- [YOUR INSTRUCTIONS]
Without leaving out a single line, copy the records exactly.

◇ ◇ ◇ ◇

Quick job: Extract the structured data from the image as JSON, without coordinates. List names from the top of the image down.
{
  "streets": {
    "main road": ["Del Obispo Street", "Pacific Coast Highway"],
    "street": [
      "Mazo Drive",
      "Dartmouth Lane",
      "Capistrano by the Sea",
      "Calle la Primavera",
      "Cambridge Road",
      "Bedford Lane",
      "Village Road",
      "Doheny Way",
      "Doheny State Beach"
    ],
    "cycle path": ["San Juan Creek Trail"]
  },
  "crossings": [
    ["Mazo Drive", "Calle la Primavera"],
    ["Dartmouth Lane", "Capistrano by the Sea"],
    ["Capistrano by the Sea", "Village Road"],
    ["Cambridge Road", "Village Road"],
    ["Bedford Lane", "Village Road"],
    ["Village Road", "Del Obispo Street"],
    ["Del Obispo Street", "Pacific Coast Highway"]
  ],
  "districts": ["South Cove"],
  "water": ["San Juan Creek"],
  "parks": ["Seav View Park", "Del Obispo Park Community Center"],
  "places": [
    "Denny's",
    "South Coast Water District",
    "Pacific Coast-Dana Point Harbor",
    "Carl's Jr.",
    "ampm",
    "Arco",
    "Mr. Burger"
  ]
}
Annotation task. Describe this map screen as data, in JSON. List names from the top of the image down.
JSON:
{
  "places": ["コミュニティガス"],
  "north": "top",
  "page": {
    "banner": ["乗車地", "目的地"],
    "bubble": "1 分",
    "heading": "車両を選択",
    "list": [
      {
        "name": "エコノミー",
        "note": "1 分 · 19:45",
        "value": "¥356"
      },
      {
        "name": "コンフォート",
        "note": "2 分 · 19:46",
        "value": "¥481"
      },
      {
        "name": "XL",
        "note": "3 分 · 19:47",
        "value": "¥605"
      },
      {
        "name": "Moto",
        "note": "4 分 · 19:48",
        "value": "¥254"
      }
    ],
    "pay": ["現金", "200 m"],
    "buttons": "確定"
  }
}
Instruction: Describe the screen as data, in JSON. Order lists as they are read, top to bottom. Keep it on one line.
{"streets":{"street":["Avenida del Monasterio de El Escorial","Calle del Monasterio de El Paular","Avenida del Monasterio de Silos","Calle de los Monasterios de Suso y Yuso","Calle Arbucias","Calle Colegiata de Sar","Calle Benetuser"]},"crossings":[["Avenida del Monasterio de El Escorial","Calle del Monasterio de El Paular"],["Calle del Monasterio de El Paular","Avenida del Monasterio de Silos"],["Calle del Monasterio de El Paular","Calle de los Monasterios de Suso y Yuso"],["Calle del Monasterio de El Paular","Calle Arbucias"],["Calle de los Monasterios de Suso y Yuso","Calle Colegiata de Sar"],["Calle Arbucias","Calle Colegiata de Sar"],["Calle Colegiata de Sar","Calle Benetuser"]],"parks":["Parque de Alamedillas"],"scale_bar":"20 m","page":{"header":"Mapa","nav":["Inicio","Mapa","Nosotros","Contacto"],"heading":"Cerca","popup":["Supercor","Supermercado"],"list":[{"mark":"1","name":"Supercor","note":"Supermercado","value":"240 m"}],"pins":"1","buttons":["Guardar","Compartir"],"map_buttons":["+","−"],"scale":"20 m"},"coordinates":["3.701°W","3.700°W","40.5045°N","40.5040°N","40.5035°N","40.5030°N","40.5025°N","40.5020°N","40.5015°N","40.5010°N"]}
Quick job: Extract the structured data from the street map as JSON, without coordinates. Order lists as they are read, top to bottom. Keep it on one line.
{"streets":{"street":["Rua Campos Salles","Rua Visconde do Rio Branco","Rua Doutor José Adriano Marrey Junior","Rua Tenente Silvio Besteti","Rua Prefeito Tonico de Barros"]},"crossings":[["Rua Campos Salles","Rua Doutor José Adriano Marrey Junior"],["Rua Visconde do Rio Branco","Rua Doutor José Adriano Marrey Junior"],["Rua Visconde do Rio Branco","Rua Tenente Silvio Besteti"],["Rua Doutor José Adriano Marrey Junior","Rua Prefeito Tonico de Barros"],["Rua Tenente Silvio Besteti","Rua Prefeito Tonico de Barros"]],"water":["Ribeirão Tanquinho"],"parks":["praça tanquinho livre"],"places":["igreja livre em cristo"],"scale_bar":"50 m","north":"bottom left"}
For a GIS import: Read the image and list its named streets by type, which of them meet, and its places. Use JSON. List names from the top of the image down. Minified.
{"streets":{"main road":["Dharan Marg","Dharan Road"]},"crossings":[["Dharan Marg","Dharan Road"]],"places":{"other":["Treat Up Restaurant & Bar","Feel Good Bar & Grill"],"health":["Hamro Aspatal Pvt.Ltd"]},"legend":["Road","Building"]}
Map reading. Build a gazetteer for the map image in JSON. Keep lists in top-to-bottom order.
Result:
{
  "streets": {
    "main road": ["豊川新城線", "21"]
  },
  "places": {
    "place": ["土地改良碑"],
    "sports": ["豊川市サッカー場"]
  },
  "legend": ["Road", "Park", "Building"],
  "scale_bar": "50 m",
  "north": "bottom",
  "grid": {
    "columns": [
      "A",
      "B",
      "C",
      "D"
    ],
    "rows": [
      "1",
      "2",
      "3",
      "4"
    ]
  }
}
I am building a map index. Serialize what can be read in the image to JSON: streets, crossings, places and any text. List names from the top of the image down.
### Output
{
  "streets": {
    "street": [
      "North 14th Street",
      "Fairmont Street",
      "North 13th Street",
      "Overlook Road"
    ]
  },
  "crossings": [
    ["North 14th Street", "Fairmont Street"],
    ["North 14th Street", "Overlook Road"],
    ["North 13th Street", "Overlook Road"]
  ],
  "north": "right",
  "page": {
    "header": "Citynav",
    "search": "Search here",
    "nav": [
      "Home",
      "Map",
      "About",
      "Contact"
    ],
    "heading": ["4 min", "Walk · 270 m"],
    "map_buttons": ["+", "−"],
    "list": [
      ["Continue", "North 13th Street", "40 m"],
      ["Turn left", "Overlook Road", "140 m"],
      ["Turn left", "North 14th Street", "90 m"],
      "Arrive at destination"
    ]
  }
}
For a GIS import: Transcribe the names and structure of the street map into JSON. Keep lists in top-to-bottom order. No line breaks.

◇ ◇ ◇ ◇

- [FINAL ANSWER]
Quick job: Extract the structured data from the image as JSON, without coordinates. List names from the top of the image down.
{
  "streets": {
    "main road": ["Del Obispo Street", "Pacific Coast Highway"],
    "street": [
      "Mazo Drive",
      "Dartmouth Lane",
      "Capistrano by the Sea",
      "Calle la Primavera",
      "Cambridge Road",
      "Bedford Lane",
      "Village Road",
      "Doheny Way",
      "Doheny State Beach"
    ],
    "cycle path": ["San Juan Creek Trail"]
  },
  "crossings": [
    ["Mazo Drive", "Calle la Primavera"],
    ["Dartmouth Lane", "Capistrano by the Sea"],
    ["Capistrano by the Sea", "Village Road"],
    ["Cambridge Road", "Village Road"],
    ["Bedford Lane", "Village Road"],
    ["Village Road", "Del Obispo Street"],
    ["Del Obispo Street", "Pacific Coast Highway"]
  ],
  "districts": ["South Cove"],
  "water": ["San Juan Creek"],
  "parks": ["Seav View Park", "Del Obispo Park Community Center"],
  "places": [
    "Denny's",
    "South Coast Water District",
    "Pacific Coast-Dana Point Harbor",
    "Carl's Jr.",
    "ampm",
    "Arco",
    "Mr. Burger"
  ]
}
Annotation task. Describe this map screen as data, in JSON. List names from the top of the image down.
JSON:
{
  "places": ["コミュニティガス"],
  "north": "top",
  "page": {
    "banner": ["乗車地", "目的地"],
    "bubble": "1 分",
    "heading": "車両を選択",
    "list": [
      {
        "name": "エコノミー",
        "note": "1 分 · 19:45",
        "value": "¥356"
      },
      {
        "name": "コンフォート",
        "note": "2 分 · 19:46",
        "value": "¥481"
      },
      {
        "name": "XL",
        "note": "3 分 · 19:47",
        "value": "¥605"
      },
      {
        "name": "Moto",
        "note": "4 分 · 19:48",
        "value": "¥254"
      }
    ],
    "pay": ["現金", "200 m"],
    "buttons": "確定"
  }
}
Instruction: Describe the screen as data, in JSON. Order lists as they are read, top to bottom. Keep it on one line.
{"streets":{"street":["Avenida del Monasterio de El Escorial","Calle del Monasterio de El Paular","Avenida del Monasterio de Silos","Calle de los Monasterios de Suso y Yuso","Calle Arbucias","Calle Colegiata de Sar","Calle Benetuser"]},"crossings":[["Avenida del Monasterio de El Escorial","Calle del Monasterio de El Paular"],["Calle del Monasterio de El Paular","Avenida del Monasterio de Silos"],["Calle del Monasterio de El Paular","Calle de los Monasterios de Suso y Yuso"],["Calle del Monasterio de El Paular","Calle Arbucias"],["Calle de los Monasterios de Suso y Yuso","Calle Colegiata de Sar"],["Calle Arbucias","Calle Colegiata de Sar"],["Calle Colegiata de Sar","Calle Benetuser"]],"parks":["Parque de Alamedillas"],"scale_bar":"20 m","page":{"header":"Mapa","nav":["Inicio","Mapa","Nosotros","Contacto"],"heading":"Cerca","popup":["Supercor","Supermercado"],"list":[{"mark":"1","name":"Supercor","note":"Supermercado","value":"240 m"}],"pins":"1","buttons":["Guardar","Compartir"],"map_buttons":["+","−"],"scale":"20 m"},"coordinates":["3.701°W","3.700°W","40.5045°N","40.5040°N","40.5035°N","40.5030°N","40.5025°N","40.5020°N","40.5015°N","40.5010°N"]}
Quick job: Extract the structured data from the street map as JSON, without coordinates. Order lists as they are read, top to bottom. Keep it on one line.
{"streets":{"street":["Rua Campos Salles","Rua Visconde do Rio Branco","Rua Doutor José Adriano Marrey Junior","Rua Tenente Silvio Besteti","Rua Prefeito Tonico de Barros"]},"crossings":[["Rua Campos Salles","Rua Doutor José Adriano Marrey Junior"],["Rua Visconde do Rio Branco","Rua Doutor José Adriano Marrey Junior"],["Rua Visconde do Rio Branco","Rua Tenente Silvio Besteti"],["Rua Doutor José Adriano Marrey Junior","Rua Prefeito Tonico de Barros"],["Rua Tenente Silvio Besteti","Rua Prefeito Tonico de Barros"]],"water":["Ribeirão Tanquinho"],"parks":["praça tanquinho livre"],"places":["igreja livre em cristo"],"scale_bar":"50 m","north":"bottom left"}
For a GIS import: Read the image and list its named streets by type, which of them meet, and its places. Use JSON. List names from the top of the image down. Minified.
{"streets":{"main road":["Dharan Marg","Dharan Road"]},"crossings":[["Dharan Marg","Dharan Road"]],"places":{"other":["Treat Up Restaurant & Bar","Feel Good Bar & Grill"],"health":["Hamro Aspatal Pvt.Ltd"]},"legend":["Road","Building"]}
Map reading. Build a gazetteer for the map image in JSON. Keep lists in top-to-bottom order.
Result:
{
  "streets": {
    "main road": ["豊川新城線", "21"]
  },
  "places": {
    "place": ["土地改良碑"],
    "sports": ["豊川市サッカー場"]
  },
  "legend": ["Road", "Park", "Building"],
  "scale_bar": "50 m",
  "north": "bottom",
  "grid": {
    "columns": [
      "A",
      "B",
      "C",
      "D"
    ],
    "rows": [
      "1",
      "2",
      "3",
      "4"
    ]
  }
}
I am building a map index. Serialize what can be read in the image to JSON: streets, crossings, places and any text. List names from the top of the image down.
### Output
{
  "streets": {
    "street": [
      "North 14th Street",
      "Fairmont Street",
      "North 13th Street",
      "Overlook Road"
    ]
  },
  "crossings": [
    ["North 14th Street", "Fairmont Street"],
    ["North 14th Street", "Overlook Road"],
    ["North 13th Street", "Overlook Road"]
  ],
  "north": "right",
  "page": {
    "header": "Citynav",
    "search": "Search here",
    "nav": [
      "Home",
      "Map",
      "About",
      "Contact"
    ],
    "heading": ["4 min", "Walk · 270 m"],
    "map_buttons": ["+", "−"],
    "list": [
      ["Continue", "North 13th Street", "40 m"],
      ["Turn left", "Overlook Road", "140 m"],
      ["Turn left", "North 14th Street", "90 m"],
      "Arrive at destination"
    ]
  }
}
For a GIS import: Transcribe the names and structure of the street map into JSON. Keep lists in top-to-bottom order. No line breaks.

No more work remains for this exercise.